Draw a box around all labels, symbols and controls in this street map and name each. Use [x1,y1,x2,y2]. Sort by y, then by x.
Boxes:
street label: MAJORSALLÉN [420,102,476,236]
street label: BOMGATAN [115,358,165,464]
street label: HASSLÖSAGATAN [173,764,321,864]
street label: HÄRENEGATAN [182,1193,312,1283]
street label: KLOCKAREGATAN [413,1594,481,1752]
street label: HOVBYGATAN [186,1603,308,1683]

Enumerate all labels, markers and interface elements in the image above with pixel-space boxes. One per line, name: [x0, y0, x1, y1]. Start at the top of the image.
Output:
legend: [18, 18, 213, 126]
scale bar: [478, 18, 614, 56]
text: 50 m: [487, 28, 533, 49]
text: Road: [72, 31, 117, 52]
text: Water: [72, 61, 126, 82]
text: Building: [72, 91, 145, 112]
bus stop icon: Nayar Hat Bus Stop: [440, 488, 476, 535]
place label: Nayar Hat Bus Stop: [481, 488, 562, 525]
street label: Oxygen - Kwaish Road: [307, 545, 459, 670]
————
• **PROBLEM**:
Copy out the material, keeping every line exactly as it is.

• **ANSWER SECTION**:
Draw a box around all labels, symbols and controls in this street map and name each. Use [x1,y1,x2,y2]. Sort by y, then by x.
Boxes:
street label: MAJORSALLÉN [420,102,476,236]
street label: BOMGATAN [115,358,165,464]
street label: HASSLÖSAGATAN [173,764,321,864]
street label: HÄRENEGATAN [182,1193,312,1283]
street label: KLOCKAREGATAN [413,1594,481,1752]
street label: HOVBYGATAN [186,1603,308,1683]

Enumerate all labels, markers and interface elements in the image above with pixel-space boxes. One per line, name: [x0, y0, x1, y1]. Start at the top of the image.
Output:
legend: [18, 18, 213, 126]
scale bar: [478, 18, 614, 56]
text: 50 m: [487, 28, 533, 49]
text: Road: [72, 31, 117, 52]
text: Water: [72, 61, 126, 82]
text: Building: [72, 91, 145, 112]
bus stop icon: Nayar Hat Bus Stop: [440, 488, 476, 535]
place label: Nayar Hat Bus Stop: [481, 488, 562, 525]
street label: Oxygen - Kwaish Road: [307, 545, 459, 670]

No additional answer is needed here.